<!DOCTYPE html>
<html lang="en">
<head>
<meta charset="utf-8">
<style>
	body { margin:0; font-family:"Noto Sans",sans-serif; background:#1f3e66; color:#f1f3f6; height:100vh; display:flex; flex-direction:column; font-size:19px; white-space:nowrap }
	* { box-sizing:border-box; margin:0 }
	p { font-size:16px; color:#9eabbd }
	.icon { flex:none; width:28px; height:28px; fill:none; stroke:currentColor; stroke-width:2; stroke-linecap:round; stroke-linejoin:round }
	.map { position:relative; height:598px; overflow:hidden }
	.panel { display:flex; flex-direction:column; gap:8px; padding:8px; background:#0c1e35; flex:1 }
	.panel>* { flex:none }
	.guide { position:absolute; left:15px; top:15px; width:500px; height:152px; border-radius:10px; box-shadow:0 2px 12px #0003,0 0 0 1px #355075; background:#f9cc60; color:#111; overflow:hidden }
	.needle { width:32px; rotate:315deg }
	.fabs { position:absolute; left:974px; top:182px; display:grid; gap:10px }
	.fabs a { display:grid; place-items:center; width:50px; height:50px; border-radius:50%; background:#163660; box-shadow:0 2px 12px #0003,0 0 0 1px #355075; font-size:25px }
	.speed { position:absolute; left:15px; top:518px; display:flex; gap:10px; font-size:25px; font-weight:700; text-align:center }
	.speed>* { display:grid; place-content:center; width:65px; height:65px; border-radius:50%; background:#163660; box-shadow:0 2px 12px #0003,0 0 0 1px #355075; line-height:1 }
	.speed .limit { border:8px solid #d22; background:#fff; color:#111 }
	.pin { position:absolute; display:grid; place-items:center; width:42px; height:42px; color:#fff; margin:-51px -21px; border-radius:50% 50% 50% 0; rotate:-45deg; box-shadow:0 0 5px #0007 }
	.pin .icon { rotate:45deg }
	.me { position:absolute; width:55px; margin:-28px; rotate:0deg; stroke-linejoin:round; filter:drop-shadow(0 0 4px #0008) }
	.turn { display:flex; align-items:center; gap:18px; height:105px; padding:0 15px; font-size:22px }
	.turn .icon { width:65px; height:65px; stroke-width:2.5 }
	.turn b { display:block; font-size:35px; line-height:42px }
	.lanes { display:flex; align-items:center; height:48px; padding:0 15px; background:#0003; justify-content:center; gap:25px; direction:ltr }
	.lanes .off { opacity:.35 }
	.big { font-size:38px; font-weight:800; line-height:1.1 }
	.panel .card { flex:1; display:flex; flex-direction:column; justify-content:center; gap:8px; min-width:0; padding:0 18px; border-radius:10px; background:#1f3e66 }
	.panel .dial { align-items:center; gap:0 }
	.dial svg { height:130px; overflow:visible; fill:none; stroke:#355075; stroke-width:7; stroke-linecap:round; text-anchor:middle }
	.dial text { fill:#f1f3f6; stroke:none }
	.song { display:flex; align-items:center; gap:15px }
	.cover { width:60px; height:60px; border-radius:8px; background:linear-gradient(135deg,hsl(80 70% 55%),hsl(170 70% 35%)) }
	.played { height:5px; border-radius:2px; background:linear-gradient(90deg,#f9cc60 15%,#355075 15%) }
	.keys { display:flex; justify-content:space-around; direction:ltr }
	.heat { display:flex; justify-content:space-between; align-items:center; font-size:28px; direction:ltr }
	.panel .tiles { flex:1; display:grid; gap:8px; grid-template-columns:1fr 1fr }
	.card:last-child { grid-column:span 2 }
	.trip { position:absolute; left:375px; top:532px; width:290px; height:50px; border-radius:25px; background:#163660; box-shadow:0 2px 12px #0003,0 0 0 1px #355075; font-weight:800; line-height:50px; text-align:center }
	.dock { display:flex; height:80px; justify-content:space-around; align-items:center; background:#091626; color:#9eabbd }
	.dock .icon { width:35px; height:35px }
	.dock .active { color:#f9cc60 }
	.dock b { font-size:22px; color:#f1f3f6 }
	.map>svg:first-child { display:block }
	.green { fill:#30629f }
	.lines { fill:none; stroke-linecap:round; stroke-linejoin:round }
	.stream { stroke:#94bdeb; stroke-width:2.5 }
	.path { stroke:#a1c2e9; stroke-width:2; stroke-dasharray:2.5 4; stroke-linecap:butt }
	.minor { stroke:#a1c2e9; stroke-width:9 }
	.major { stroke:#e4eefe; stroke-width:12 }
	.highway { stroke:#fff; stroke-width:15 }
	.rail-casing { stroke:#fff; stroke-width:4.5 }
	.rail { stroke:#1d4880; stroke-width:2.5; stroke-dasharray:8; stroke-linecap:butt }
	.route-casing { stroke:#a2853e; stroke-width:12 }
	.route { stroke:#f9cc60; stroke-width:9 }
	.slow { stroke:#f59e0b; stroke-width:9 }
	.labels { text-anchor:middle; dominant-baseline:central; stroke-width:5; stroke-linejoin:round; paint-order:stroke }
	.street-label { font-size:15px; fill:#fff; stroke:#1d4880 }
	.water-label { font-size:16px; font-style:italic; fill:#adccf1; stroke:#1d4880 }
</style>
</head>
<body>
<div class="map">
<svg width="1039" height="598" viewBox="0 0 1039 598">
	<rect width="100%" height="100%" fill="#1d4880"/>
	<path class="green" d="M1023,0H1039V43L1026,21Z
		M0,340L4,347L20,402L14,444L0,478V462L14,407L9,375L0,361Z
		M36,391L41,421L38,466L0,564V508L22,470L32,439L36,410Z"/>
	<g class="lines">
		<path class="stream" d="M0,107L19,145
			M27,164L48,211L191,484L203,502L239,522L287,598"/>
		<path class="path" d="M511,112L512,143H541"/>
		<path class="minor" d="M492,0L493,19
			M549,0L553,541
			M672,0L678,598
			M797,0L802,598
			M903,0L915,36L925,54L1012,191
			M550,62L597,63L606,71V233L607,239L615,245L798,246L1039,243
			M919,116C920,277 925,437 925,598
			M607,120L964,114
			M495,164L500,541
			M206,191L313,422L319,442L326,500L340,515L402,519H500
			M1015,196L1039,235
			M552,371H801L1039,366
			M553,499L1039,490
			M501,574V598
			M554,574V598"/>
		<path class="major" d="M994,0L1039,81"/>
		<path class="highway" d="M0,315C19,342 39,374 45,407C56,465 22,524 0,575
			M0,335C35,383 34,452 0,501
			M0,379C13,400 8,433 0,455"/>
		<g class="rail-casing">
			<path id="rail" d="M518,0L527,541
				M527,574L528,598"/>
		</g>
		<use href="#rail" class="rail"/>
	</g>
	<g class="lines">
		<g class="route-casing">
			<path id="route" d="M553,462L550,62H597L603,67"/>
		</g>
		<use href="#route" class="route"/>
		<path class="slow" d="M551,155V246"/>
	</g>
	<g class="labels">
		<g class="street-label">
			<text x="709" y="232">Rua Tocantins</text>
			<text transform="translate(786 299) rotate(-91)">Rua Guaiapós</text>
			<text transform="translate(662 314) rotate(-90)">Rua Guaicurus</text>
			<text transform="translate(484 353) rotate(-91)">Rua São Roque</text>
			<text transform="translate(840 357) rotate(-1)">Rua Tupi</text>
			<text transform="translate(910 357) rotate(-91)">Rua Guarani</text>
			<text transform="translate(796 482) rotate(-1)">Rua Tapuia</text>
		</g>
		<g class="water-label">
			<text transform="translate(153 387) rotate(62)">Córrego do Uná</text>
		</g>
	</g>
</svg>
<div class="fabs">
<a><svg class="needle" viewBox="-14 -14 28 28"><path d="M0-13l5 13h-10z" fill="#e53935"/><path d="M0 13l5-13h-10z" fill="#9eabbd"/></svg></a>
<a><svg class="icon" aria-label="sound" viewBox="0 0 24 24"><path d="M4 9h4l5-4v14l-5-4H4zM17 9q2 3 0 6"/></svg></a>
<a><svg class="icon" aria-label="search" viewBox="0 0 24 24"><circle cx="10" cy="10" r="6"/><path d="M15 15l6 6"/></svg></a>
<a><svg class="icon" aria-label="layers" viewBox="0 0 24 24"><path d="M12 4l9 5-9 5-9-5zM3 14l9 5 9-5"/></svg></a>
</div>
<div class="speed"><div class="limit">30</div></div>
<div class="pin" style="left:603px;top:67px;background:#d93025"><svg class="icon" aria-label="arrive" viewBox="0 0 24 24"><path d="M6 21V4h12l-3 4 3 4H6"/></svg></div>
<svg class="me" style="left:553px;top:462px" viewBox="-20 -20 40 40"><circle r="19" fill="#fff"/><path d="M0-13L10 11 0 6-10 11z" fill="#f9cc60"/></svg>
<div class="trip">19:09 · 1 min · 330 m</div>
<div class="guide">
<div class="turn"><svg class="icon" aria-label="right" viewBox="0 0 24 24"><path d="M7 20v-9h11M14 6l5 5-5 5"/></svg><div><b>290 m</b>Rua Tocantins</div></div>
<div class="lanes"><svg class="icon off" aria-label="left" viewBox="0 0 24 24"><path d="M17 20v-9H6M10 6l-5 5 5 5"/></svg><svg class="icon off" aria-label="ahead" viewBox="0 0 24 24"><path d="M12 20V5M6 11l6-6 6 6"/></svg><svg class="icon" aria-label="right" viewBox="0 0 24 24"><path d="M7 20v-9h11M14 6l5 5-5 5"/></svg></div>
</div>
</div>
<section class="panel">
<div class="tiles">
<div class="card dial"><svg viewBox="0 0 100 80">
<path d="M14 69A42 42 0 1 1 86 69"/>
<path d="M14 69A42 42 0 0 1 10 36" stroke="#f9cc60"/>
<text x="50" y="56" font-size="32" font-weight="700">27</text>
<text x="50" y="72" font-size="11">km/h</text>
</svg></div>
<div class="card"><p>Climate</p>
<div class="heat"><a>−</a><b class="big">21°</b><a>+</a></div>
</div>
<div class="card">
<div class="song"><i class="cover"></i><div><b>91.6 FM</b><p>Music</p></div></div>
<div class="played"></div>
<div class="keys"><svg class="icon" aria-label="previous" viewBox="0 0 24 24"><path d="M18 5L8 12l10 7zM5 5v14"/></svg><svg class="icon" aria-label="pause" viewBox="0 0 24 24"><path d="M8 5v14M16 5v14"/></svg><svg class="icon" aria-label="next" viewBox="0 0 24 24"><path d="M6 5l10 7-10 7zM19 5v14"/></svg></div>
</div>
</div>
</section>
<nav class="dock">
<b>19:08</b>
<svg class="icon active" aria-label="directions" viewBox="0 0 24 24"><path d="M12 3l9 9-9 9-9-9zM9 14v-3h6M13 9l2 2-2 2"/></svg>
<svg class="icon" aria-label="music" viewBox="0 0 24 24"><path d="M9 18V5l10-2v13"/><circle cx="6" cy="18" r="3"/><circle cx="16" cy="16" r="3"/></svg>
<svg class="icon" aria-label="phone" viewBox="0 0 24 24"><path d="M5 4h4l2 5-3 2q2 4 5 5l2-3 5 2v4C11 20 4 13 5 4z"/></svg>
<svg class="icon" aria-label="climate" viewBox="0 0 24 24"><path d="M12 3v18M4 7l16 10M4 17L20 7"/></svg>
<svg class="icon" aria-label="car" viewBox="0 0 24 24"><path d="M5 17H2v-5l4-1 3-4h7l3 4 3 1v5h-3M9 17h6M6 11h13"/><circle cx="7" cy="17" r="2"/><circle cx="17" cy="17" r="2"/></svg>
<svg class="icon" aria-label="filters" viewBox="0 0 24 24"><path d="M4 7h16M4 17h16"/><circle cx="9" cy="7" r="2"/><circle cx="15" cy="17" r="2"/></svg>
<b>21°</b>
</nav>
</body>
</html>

· · ·

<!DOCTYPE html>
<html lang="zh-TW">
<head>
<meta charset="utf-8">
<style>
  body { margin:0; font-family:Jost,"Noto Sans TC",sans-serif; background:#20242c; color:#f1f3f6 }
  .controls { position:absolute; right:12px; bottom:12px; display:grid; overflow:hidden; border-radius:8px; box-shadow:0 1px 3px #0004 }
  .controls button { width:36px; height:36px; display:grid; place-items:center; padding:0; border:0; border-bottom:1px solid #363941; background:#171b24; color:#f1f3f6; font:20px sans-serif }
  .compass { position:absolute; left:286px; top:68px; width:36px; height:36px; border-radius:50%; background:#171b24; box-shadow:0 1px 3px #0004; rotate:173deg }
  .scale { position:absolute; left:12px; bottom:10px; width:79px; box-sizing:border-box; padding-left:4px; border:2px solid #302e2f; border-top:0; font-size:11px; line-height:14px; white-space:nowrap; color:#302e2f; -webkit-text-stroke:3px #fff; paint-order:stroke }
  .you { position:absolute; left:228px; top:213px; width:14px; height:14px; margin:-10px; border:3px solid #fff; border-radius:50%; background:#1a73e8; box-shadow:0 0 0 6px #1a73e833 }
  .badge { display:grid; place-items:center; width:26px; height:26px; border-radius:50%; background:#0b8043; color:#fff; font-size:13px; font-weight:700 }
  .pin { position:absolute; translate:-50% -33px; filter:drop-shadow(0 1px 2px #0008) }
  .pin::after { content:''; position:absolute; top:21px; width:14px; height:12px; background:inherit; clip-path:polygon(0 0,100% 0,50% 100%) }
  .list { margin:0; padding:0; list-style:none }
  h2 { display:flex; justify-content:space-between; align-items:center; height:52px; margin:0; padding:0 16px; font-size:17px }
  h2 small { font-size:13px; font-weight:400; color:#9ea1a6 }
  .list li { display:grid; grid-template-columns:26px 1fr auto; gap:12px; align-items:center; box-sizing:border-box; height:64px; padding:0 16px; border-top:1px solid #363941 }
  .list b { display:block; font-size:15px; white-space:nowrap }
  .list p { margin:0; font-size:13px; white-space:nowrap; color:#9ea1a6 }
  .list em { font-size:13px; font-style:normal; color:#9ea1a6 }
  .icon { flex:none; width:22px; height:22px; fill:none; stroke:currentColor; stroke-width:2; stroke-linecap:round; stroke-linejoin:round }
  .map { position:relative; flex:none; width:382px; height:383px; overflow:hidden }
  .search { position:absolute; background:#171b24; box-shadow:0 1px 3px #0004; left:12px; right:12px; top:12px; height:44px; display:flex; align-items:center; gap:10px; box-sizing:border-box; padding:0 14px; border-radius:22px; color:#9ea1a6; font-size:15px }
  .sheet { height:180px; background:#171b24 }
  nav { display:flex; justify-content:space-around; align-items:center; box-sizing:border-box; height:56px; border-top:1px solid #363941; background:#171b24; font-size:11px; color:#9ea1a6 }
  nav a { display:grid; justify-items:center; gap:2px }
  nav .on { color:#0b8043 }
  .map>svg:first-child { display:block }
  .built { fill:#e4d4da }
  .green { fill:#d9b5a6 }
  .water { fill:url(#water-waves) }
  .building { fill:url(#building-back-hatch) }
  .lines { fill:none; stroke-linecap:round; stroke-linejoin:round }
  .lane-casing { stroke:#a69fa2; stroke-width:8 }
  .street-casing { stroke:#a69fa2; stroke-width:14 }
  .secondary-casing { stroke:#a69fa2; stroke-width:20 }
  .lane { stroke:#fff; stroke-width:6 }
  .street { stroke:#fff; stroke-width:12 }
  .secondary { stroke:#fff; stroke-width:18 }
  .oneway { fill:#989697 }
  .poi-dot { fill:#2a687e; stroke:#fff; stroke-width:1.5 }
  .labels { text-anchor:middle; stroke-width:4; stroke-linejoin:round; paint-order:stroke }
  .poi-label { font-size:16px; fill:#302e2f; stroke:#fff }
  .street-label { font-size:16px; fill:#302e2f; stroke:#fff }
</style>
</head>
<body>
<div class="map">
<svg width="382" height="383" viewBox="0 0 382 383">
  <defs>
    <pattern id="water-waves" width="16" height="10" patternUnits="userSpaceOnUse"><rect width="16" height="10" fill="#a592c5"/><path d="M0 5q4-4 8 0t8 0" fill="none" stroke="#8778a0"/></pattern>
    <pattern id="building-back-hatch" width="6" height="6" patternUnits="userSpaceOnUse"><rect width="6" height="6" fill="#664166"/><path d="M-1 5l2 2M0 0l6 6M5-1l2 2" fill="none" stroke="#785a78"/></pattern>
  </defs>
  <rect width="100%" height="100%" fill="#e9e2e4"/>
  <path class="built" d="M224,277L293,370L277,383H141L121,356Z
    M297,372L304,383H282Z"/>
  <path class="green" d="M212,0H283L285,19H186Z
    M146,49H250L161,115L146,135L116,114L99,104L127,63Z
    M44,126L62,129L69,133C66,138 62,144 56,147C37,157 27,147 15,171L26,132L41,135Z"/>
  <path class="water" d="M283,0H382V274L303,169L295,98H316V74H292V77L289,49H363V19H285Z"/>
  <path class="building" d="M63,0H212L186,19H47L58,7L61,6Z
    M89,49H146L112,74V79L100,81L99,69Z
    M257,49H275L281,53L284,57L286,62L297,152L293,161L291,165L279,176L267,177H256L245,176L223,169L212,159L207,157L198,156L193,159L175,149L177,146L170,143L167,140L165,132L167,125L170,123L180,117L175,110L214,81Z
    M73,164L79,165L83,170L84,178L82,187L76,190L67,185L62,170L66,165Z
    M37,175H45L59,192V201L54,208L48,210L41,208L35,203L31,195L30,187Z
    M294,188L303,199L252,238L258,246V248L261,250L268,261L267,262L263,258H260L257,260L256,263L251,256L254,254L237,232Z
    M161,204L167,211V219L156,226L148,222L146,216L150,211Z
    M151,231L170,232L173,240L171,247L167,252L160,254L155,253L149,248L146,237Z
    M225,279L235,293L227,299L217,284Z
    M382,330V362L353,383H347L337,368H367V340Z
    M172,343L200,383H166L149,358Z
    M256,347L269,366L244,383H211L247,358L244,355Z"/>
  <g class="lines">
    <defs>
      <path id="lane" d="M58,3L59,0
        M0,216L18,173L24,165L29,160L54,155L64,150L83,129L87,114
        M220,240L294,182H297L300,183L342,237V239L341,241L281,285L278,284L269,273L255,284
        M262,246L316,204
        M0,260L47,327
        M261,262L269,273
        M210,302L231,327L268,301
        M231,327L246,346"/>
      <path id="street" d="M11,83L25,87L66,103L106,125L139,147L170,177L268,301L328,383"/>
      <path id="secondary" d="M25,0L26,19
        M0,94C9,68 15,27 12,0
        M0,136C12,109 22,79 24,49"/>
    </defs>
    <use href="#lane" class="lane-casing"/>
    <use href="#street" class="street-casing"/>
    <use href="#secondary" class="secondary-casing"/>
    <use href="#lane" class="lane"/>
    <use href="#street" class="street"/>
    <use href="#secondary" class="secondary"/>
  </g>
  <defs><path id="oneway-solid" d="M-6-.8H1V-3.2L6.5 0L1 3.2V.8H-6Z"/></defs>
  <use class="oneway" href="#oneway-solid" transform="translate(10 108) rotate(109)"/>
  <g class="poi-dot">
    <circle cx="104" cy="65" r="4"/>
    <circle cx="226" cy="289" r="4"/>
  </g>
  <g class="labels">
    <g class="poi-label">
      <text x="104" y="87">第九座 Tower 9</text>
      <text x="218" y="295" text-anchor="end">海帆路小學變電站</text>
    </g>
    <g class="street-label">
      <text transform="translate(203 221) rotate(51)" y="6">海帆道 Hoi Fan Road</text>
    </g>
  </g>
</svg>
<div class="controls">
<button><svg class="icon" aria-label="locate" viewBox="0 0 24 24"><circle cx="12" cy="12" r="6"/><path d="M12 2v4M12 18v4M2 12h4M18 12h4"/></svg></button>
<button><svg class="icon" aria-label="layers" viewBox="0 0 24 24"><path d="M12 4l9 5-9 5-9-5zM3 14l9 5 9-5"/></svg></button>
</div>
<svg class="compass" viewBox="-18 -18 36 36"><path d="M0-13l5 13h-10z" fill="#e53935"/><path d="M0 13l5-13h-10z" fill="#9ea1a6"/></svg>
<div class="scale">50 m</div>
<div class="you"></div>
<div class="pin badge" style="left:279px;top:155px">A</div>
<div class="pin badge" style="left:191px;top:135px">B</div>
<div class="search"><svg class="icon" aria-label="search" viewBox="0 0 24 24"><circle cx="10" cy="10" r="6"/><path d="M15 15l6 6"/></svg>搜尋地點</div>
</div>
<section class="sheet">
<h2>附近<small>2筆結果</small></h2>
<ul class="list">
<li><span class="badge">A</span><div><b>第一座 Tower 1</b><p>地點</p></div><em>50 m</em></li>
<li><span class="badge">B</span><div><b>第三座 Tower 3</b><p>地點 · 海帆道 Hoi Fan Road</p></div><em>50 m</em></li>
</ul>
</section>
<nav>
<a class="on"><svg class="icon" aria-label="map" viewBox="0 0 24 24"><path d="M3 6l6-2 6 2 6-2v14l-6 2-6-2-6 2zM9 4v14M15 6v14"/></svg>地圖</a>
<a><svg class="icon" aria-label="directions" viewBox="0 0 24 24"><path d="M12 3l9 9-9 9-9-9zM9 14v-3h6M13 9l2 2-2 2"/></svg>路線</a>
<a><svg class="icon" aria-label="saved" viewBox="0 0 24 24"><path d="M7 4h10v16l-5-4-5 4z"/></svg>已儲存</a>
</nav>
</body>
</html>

· · ·

Problem to work on: Each line that holds the string "guide" is to be copied from the entries above.

Output of the task:
	.guide { position:absolute; left:15px; top:15px; width:500px; height:152px; border-radius:10px; box-shadow:0 2px 12px #0003,0 0 0 1px #355075; background:#f9cc60; color:#111; overflow:hidden }
<div class="guide">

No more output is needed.